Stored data
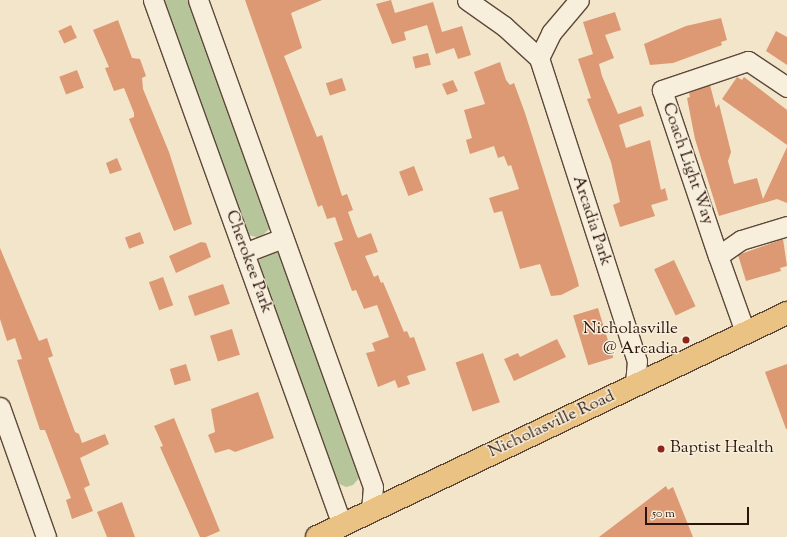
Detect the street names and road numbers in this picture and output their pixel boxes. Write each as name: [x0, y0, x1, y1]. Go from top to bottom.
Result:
street label: Coach Light Way: [657, 100, 717, 228]
street label: Arcadia Park: [567, 173, 615, 269]
street label: Cherokee Park: [220, 208, 276, 316]
street label: Nicholasville Road: [486, 387, 618, 463]

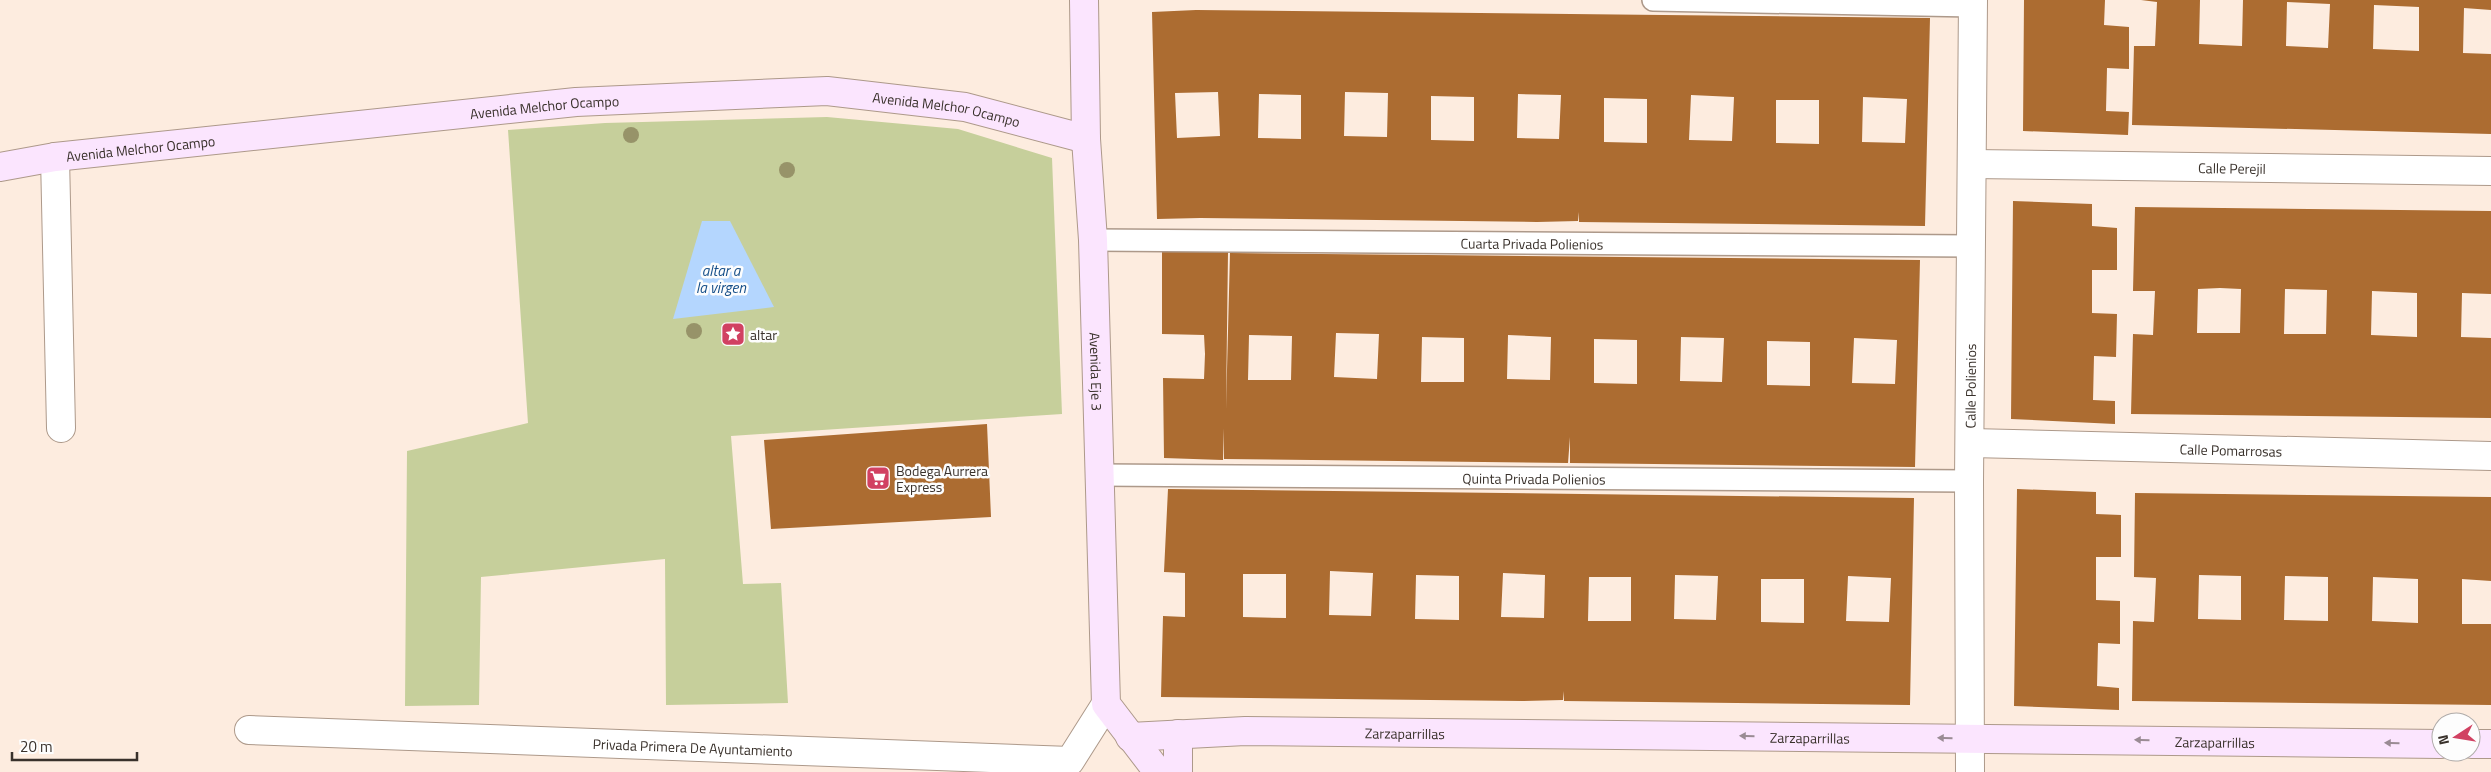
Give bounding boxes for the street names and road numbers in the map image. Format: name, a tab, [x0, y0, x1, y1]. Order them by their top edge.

* Required action:
Output all of the data word for word, excluding any pictures.

* Exercise response:
Detect the street names and road numbers in this picture and output their pixel boxes. Write each as name: [x0, y0, x1, y1]. Go from top to bottom.
Result:
street label: Coach Light Way: [657, 100, 717, 228]
street label: Arcadia Park: [567, 173, 615, 269]
street label: Cherokee Park: [220, 208, 276, 316]
street label: Nicholasville Road: [486, 387, 618, 463]

Give bounding boxes for the street names and road numbers in the map image. Format: name, a tab, [x0, y0, x1, y1]. Order them by their top edge.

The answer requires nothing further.